» Problem
Print every record exactly, omitting all pictures.

Dataset entries
=====

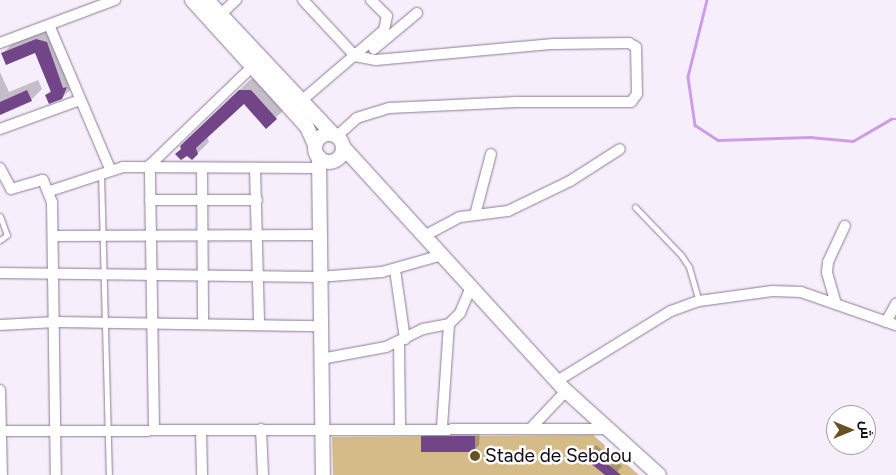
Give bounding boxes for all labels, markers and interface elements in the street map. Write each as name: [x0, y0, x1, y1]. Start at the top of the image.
north arrow: [826, 405, 876, 455]
text: ش: [857, 421, 874, 439]
place label: Stade de Sebdou: [485, 445, 632, 467]
marker: Stade de Sebdou: [469, 450, 481, 462]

=====

» Answer box
Give bounding boxes for all labels, markers and interface elements in the street map. Write each as name: [x0, y0, x1, y1]. Start at the top of the image.
north arrow: [826, 405, 876, 455]
text: ش: [857, 421, 874, 439]
place label: Stade de Sebdou: [485, 445, 632, 467]
marker: Stade de Sebdou: [469, 450, 481, 462]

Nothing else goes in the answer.